Nokia, soon to be acquired by Microsoft Corp., is turning to software created by arch-rival Google for a new line of phones it hopes will make it a late contender in the dynamic low-cost smartphone market.
Its first model, the Nokia X, will rely upon an open version of the Android mobile software system created by Google that has become the world’s most popular software used in smartphones.
The release of the phone just days before Nokia sells its handset business to Microsoft in a $7.2 billion deal, is an attempt to stay relevant in emerging markets, where low-cost Android phones are being snapped up by hundreds of millions of buyers.
But the strategy shift underlines the many missteps made by the Finnish company since Apple launched its groundbreaking iPhone in 2007.
Nokia was caught between a rock and a hard place – committed to using Microsoft’s Windows Phone software but needing Android software to reach more cost-sensitive customers, CCS Insight’s head of research Ben Wood said.
“That a soon-to-be Microsoft-owned company, which is the owner of the original operating system, is moving to Android is almost an admission of failure,” he said.
Global smartphone shipments grew 41 per cent annually to reach nearly one billion units in 2013, according to market research firm Strategy Analytics. Android phones from dozens of handset makers accounted for almost four out of every five smartphones sold, or 781.2 million units.
In the past year, Apple phones grew 13 per cent and shipped 153.4 million smartphones worldwide for a 15 per cent share of the market, making it the second largest smartphone platform after Android.

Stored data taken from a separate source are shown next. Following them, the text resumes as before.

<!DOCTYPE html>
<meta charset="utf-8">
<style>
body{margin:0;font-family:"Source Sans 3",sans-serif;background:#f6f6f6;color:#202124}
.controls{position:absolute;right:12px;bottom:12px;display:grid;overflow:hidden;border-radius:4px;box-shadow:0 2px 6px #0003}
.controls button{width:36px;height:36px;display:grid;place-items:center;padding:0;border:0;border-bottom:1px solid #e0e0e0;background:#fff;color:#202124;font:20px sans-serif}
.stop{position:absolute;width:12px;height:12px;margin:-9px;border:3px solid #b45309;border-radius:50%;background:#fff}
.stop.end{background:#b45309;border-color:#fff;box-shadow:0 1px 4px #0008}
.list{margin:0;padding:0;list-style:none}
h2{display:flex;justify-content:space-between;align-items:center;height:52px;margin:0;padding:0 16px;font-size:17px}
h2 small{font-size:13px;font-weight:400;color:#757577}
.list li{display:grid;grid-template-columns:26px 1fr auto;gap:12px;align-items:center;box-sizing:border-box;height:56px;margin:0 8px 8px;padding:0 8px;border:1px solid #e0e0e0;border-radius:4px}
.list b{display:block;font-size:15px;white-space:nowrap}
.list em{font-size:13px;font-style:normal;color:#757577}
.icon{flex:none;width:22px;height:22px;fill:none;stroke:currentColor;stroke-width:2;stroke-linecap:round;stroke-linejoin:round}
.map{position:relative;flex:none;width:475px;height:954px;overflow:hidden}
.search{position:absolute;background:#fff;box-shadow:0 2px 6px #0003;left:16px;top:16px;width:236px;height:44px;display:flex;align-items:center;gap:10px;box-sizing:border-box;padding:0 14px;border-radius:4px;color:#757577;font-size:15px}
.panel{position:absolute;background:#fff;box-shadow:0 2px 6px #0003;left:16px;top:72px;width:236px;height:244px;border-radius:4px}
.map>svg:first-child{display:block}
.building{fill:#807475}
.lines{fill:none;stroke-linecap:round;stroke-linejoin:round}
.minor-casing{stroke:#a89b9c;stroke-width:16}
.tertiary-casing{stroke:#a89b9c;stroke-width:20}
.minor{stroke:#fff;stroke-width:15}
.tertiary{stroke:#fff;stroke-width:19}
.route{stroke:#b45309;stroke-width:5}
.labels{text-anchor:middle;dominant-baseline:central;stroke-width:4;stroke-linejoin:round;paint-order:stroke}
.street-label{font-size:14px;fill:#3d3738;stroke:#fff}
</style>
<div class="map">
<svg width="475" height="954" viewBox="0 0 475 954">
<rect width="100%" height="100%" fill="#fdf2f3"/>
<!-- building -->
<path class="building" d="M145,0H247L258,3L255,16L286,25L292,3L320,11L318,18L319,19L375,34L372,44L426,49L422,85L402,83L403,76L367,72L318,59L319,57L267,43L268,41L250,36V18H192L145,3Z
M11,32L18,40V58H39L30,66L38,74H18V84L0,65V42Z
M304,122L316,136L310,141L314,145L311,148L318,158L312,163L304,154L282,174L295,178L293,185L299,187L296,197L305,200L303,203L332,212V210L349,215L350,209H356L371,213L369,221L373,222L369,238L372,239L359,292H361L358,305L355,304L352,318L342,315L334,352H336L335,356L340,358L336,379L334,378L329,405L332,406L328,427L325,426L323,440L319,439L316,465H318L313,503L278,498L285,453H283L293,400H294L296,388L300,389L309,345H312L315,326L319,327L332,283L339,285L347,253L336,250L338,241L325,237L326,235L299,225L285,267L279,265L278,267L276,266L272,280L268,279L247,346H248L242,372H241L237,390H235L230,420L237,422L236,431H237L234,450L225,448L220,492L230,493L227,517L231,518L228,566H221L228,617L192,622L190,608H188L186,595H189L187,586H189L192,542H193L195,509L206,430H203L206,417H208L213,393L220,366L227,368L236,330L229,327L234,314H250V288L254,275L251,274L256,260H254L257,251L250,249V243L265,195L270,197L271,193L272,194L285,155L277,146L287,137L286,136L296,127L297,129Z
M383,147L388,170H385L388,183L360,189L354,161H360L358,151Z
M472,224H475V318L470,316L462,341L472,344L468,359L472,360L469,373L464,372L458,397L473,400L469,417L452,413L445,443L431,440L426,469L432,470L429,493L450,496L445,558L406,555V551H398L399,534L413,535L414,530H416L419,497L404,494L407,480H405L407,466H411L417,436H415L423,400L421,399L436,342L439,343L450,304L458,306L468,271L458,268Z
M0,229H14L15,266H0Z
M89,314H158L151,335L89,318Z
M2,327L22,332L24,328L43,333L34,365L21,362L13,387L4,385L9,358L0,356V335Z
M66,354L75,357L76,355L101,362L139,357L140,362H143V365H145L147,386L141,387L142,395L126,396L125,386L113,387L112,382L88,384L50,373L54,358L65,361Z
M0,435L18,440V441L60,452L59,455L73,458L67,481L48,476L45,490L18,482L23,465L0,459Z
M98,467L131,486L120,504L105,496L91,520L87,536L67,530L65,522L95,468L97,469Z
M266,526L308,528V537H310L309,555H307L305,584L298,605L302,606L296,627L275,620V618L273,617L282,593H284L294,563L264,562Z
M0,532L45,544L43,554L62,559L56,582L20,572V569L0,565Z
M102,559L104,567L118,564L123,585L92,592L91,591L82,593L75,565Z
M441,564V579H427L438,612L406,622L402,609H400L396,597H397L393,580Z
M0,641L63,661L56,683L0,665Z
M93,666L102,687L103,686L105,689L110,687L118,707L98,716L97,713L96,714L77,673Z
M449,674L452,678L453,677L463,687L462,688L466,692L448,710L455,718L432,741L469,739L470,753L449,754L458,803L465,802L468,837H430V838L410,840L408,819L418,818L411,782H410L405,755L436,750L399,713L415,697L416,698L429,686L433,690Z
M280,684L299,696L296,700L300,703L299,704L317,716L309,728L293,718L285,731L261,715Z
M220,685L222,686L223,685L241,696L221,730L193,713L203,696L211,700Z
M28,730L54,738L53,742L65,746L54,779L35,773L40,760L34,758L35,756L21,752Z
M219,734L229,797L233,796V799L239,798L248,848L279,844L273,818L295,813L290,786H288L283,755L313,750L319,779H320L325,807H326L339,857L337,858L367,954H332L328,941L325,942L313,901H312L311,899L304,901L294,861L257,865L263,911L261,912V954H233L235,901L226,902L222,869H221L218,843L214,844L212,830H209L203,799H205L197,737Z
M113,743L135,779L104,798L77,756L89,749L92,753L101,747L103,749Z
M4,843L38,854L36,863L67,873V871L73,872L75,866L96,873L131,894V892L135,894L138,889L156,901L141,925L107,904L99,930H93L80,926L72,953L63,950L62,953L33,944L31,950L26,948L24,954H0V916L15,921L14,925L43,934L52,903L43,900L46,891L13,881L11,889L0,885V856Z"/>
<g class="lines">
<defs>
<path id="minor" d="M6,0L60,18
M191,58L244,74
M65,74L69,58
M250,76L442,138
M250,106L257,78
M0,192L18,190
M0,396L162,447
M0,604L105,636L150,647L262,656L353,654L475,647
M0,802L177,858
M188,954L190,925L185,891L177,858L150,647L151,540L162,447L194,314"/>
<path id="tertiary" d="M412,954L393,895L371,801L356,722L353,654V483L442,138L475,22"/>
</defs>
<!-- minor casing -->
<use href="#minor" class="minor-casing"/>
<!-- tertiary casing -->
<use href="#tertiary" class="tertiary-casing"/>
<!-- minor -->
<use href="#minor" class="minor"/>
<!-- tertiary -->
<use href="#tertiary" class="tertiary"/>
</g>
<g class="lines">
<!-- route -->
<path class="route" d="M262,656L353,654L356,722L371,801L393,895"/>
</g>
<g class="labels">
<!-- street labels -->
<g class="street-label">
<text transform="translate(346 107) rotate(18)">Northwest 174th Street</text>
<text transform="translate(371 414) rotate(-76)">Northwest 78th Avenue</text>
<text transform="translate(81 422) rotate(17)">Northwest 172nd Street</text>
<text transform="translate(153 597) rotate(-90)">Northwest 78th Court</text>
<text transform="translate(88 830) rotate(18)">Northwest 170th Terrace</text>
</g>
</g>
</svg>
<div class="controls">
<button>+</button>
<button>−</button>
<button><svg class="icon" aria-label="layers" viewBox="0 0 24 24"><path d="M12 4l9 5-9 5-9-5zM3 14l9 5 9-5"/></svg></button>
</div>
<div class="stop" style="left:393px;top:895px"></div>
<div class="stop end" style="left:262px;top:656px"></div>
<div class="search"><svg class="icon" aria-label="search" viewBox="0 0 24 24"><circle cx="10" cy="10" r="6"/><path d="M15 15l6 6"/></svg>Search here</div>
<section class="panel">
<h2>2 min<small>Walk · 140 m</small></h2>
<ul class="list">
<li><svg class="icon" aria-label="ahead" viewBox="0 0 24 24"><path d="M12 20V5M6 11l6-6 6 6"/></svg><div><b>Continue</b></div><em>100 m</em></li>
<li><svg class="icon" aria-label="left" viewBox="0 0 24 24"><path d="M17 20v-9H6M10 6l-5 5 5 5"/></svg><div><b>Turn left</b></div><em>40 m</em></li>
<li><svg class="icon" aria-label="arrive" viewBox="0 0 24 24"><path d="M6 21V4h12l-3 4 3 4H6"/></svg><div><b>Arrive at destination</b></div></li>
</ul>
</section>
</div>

Microsoft was a distant third in market share terms, shipping 35.7 million units worldwide with its Windows Mobile software platform, but still struggling to gain traction in the low-tier and premium-tier smartphone categories, Strategy Analytics said. Android and Apple hold sway, respectively, in the low-tier and premium-tier segments.
Nokia’s main strategy remains to rely on Microsoft Windows Phone software for its premium models while adapting Android to participate in the low end of the smartphone market.
In February 2011, Nokia’s CEO Stephen Elop famously compared Nokia’s failing smartphone strategy to a man on a burning platform.
He chose to jump into the arms of Microsoft, producing high-end Lumia-branded smartphones that have been well received by critics, but less popular with customers and app developers, the people who make the software that turns phones into multipurpose tools.
The Microsoft technology also does not work on the chip sets found in cheaper smartphones, the fast-growing market crowding out Nokia’s Asha feature phones, which lack the full internet capabilities of smartphones.
The company rejected Android three years ago, when it tied its fortunes to Microsoft’s Windows Phone. But yesterday’s announcement shows it has quietly been working on an open Android device for months.
Product marketing vice president Jussi Nevanlinna said the number-one requirement from customers was access to Android apps.
“Our fans often times tell us ‘We love your hardware, we love your products, but we also love our Android apps’,” he said. “Can you make something happen so the Android apps magically run here?’”
For Nokia, it was a question of making this humiliating reversal in its strategy or facing irrelevance in this category of phones.
Devices running an open Android operating system will not sit easily within Microsoft, whose fortune is founded on the core belief that software should be paid for.
It has long campaigned against Android, and Google in general, for offering a free operating system to handset makers, which it claims uses elements of its own technology.